Turner Relaunches NCAA.com

Turner Sports is relaunching NCAA.com as part of a wide-ranging, 14-year digital partnership with the National Collegiate Athletic Association and is looking to build up the site into a major year-round portal for college sports fans.

"Currently the activity on the site typically revolves around the three championship seasons [in fall, winter and spring] for the NCAA, and one of the changes we are making is to focus on the NCAA athletes and the results of the games on more of a year-round basis, with the goal of making NCAA.com the No. 1 college sports destination 365 days a year," notes Matt Hong, senior VP and general manager of sports operations for Turner Sports.

Earlier this year, Turner and the NCAA announced the formation of the joint venture NCAA Digital to handle a number of the association's digital efforts; Turner handles all operations and sales for the venture. A separate deal between CBS, Turner and the NCAA governs the TV and digital operations for the men's basketball championship, also known as March Madness.

The relaunch of NCAA.com is the first step in revamping and expanding those digital efforts, which will continue in upcoming months with revamped mobile efforts and a variety of new apps.

As part of the site relaunch, scheduled to go live around 11 a.m. ET on Dec. 20, Turner will be investing heavily in college sports production so it can stream live more than 60 NCAA championships a year. It will also be looking to boost revenue and traffic by drawing on its expertise in operating and selling advertising for other sports web sites-including SI.com, PGATour.com, PGA.com, NASCAR.com-that reached more than 43 million unique visitors in the 2nd quarter of 2010.
Turner also handles ad sales and supplies content to Yahoo! Sports and works with the National Basketball Association to jointly manage NBA Digital, which includes NBA.com, NBA TV and the league's mobile operations.

For the redesign, Turner's design teams worked to make the site's content more easily accessible and to dramatically expand video and news so it could develop into a year-round portal for college sports, notes Mark Johnson, VP of business operations at Turner Sports.

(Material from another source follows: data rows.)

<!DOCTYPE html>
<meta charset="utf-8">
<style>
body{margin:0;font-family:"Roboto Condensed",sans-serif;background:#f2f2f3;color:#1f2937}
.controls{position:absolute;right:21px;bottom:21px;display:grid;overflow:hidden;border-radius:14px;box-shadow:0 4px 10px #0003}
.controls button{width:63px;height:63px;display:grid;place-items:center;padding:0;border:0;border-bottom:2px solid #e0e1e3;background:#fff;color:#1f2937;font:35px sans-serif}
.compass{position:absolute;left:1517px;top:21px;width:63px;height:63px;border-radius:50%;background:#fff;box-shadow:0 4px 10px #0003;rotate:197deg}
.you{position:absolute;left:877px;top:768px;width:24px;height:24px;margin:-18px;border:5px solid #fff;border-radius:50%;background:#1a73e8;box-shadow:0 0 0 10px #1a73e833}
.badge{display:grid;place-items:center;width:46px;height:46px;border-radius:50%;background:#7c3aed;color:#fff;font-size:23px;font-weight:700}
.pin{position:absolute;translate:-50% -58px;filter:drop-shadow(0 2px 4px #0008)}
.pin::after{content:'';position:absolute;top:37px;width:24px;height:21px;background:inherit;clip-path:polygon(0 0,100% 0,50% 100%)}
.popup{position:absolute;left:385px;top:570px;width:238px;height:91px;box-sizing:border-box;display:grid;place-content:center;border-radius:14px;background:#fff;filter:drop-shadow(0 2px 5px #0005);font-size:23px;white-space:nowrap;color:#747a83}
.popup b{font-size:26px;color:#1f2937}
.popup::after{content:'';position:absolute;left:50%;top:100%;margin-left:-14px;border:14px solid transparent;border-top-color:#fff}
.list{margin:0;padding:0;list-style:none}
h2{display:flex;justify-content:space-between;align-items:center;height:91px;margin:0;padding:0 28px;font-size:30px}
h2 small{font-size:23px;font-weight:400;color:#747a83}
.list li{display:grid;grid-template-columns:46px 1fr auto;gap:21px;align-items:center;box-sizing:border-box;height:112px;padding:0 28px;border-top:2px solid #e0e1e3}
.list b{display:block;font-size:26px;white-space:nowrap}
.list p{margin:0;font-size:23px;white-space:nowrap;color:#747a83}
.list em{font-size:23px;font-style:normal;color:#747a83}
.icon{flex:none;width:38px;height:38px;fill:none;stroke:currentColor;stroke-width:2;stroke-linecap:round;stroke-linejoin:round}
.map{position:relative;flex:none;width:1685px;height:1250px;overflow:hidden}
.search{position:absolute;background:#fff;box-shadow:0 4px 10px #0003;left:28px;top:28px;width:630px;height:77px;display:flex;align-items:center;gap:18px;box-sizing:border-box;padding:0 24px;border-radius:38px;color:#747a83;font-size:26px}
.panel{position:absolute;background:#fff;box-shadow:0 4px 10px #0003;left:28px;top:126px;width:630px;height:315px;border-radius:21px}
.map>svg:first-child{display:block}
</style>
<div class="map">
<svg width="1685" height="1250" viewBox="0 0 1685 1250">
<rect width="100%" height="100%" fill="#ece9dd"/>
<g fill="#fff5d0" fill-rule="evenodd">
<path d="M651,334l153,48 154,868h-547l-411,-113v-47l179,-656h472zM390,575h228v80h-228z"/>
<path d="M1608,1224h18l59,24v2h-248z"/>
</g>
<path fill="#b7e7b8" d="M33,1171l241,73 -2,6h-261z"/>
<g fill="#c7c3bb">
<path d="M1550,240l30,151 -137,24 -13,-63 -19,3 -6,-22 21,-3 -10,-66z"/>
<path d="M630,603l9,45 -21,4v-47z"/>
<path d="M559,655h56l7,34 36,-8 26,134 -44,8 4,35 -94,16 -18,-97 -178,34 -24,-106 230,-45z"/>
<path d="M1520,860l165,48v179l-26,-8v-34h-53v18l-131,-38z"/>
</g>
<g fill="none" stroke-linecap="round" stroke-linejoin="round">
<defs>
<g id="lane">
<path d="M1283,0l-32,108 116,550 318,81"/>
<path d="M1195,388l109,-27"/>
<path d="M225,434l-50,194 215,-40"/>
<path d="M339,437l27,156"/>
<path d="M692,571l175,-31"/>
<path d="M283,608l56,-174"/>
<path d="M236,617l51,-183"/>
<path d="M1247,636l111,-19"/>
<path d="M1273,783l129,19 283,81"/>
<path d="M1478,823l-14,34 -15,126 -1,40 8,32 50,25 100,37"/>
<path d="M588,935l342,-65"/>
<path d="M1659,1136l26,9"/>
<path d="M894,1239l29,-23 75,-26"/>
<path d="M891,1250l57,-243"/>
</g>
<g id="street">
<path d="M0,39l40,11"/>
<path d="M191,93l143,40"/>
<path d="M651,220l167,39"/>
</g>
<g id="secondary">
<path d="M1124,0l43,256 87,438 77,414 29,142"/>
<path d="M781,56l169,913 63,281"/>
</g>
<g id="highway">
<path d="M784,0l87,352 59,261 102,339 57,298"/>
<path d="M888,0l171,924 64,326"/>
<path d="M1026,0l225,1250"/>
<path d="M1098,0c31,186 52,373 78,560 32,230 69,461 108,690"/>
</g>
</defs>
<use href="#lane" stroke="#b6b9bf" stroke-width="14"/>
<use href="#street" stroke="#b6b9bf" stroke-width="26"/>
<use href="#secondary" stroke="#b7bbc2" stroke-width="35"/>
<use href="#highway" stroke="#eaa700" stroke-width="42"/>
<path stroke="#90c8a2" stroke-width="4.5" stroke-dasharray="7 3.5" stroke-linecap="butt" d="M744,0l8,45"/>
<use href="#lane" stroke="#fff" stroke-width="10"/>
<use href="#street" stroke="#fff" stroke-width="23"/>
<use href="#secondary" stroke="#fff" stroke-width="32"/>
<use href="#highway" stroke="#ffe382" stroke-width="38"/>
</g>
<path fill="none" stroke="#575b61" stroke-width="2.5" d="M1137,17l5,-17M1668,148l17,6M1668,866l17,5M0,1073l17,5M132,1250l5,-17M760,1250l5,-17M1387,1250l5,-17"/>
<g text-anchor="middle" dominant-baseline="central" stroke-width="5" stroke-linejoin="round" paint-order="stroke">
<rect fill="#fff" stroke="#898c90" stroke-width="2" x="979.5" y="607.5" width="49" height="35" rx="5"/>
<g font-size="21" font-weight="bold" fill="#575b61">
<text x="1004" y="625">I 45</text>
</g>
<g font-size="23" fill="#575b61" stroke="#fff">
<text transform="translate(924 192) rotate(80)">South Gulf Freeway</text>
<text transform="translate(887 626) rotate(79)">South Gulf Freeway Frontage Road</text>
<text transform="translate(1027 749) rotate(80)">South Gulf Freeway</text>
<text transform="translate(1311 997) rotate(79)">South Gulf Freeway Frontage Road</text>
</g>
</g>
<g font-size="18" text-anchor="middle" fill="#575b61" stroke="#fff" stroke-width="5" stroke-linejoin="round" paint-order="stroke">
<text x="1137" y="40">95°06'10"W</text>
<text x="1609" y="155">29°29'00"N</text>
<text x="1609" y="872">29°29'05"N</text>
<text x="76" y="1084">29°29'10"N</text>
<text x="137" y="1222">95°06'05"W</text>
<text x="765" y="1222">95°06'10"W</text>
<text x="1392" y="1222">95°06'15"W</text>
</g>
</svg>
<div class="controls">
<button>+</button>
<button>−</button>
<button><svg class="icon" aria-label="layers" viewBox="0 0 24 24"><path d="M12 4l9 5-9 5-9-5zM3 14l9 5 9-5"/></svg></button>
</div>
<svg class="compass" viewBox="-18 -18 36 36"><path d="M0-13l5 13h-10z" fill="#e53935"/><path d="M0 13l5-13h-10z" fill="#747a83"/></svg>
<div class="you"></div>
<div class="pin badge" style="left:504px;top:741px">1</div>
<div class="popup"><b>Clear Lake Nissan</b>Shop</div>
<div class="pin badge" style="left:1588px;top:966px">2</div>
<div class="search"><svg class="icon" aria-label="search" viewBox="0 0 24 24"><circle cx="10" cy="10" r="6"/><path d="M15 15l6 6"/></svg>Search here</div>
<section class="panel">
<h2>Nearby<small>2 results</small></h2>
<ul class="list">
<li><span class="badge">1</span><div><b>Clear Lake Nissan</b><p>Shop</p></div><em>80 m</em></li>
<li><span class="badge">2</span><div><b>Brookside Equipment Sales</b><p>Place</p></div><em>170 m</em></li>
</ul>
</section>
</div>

"We will have 60-plus live championships streaming on NCAA.com, and for most of those championships it will not just be the final game, but also could be the quarterfinals or the semifinals," Johnson explains. "So you could be getting into the range of a couple of hundred [events and games] per year, which is a significant amount of exclusive content."

Turner or professional third parties will be producing all the games that will be streamed. "The goal is to get the quality of the video up to an HD standard" whenever possible, Johnson says.

The live streaming events on NCAA.com will initially be free, Hong says. "As we look down the road, we will look at a number of additional models including potentially subscription products," he says.

In its other digital sports properties, Turner has bundled ad sales between TV and online.

That won't be possible with a number of the NCAA events that will not be appearing on TV or will be aired by other programmers and networks.

Turner is hoping, however, to boost sales by bundling sponsorships together for all the sites it manages. "By adding NCAA.com to the portfolio of other sports sites that we sell, it will make the portfolio of Turner-sold sites all that more attractive," Hong notes. "It will allow us to go to a single sponsor and offer them a presence on NCAA.com" and the other sites.

One of the biggest bundling opportunities will occur with the NCAA men's basketball championship. Television rights for the games are part of the three-way deal between CBS, Turner and the NCAA; a separate deal between Turner and the NCAA created NCAA Digital.

For March Madness, CBS and Turner will co-produce the games and work together to sell ad time. Turner will have operational oversight of March Madness on Demand (MMOD) on broadband, as well as the March Madness mobile assets.

But the ads for MMOD and the mobile assets will be jointly sold by Turner and CBS.

Last year when CBS ran MMOD it was free, but Hong declined to say whether that will be the case this year.